→ PROBLEM TO WORK ON: Work out how many lines of the listing hold the string "State". Answer with that number alone.
*** STORED DATA ***
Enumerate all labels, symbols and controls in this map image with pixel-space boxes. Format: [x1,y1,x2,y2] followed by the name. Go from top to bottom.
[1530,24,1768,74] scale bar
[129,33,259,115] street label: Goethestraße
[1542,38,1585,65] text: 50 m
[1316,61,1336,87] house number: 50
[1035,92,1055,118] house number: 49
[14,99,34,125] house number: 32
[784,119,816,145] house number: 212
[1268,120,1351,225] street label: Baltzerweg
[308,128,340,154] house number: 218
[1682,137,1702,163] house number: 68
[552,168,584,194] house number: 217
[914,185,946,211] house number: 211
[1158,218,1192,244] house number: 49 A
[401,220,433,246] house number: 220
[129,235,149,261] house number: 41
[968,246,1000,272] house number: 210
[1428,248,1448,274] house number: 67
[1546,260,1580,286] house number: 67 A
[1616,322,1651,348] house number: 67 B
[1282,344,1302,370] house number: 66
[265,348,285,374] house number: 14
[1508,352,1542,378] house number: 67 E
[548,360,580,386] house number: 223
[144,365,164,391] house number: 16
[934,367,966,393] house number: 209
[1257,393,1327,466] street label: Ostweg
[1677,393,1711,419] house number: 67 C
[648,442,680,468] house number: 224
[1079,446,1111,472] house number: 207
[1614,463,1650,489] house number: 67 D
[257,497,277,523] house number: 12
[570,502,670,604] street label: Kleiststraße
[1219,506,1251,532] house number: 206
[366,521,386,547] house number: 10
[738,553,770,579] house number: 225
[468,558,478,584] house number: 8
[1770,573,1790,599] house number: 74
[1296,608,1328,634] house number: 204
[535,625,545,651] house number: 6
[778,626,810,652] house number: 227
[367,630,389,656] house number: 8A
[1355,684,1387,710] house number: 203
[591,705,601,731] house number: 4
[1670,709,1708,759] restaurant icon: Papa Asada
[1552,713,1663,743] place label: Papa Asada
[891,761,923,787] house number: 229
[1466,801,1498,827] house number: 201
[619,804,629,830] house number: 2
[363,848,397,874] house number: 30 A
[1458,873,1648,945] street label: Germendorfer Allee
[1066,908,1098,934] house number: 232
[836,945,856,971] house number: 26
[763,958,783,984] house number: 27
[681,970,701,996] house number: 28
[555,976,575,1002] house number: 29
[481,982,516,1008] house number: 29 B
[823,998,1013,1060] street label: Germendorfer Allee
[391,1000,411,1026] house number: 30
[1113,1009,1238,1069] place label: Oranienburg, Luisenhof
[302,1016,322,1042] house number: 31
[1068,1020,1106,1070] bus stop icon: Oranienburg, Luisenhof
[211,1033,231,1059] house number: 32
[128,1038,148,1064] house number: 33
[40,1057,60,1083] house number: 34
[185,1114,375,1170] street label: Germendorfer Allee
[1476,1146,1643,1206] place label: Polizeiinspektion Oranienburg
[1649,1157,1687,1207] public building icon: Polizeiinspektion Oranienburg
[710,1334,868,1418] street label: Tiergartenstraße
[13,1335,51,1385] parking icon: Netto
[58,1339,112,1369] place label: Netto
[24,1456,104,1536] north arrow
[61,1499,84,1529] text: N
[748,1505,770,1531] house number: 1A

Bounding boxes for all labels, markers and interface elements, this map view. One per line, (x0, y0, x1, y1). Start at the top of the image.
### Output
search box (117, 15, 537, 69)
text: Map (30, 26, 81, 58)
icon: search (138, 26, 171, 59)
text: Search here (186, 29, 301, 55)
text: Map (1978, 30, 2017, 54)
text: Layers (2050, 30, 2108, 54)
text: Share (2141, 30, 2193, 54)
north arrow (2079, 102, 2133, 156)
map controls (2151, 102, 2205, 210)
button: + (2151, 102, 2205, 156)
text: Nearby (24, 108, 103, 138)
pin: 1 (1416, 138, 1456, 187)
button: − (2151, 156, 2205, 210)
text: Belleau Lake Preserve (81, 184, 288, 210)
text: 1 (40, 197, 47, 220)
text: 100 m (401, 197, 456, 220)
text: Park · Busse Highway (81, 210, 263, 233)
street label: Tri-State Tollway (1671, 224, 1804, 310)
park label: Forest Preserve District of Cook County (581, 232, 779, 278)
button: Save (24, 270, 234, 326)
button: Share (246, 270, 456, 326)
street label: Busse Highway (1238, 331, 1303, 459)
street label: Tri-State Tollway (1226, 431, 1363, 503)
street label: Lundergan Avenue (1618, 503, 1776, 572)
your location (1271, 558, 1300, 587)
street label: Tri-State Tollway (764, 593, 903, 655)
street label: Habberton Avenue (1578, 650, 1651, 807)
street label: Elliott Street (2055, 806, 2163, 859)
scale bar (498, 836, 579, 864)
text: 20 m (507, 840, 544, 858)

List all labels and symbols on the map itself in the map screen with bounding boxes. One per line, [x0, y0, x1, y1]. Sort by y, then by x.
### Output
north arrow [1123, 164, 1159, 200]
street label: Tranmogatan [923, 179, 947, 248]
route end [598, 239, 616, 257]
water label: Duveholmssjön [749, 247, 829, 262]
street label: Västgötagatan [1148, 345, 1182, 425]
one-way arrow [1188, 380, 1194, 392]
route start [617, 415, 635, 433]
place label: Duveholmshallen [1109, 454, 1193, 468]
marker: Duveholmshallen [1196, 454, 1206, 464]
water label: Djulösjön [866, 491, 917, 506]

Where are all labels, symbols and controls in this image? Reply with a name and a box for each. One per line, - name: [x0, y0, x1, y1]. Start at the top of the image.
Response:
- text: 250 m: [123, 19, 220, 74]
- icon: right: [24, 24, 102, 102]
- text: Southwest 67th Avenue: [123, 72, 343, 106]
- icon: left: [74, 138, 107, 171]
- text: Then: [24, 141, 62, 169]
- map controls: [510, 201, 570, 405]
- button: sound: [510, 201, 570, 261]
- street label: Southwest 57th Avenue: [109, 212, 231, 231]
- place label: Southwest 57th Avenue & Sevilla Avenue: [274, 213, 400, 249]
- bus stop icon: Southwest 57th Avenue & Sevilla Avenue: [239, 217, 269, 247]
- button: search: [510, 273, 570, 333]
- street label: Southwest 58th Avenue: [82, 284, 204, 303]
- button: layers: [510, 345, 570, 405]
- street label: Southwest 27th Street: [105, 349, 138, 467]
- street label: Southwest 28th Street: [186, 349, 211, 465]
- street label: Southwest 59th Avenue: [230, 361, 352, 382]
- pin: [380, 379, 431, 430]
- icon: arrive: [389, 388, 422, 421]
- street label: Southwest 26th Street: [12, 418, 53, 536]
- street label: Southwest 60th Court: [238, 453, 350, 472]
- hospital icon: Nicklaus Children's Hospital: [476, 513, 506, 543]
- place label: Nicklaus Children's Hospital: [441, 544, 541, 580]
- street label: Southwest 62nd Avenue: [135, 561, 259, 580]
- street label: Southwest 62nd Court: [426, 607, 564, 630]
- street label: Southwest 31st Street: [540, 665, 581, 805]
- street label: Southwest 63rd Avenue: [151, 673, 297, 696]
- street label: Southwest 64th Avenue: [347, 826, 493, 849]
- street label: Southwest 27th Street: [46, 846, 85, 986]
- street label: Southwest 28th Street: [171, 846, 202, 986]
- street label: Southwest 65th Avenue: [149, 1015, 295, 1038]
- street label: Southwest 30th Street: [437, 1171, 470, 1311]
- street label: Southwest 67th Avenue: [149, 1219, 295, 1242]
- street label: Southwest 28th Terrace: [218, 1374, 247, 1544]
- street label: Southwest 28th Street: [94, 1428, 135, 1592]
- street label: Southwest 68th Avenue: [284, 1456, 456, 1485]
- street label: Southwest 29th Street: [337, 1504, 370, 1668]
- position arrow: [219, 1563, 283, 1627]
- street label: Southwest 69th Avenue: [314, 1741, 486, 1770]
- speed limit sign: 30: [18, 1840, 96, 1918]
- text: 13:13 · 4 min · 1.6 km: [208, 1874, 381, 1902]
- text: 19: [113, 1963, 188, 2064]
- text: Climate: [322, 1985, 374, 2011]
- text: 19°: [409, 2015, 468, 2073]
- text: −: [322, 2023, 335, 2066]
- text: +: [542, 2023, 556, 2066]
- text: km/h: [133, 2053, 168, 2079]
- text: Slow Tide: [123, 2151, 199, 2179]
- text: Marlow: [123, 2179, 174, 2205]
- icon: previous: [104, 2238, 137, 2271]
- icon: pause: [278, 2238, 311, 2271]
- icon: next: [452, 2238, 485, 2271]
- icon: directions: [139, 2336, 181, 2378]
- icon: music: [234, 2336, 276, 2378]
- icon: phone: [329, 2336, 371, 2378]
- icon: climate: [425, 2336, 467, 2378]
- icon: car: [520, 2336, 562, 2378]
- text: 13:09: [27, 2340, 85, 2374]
***
→ WRITTEN ANSWER: 3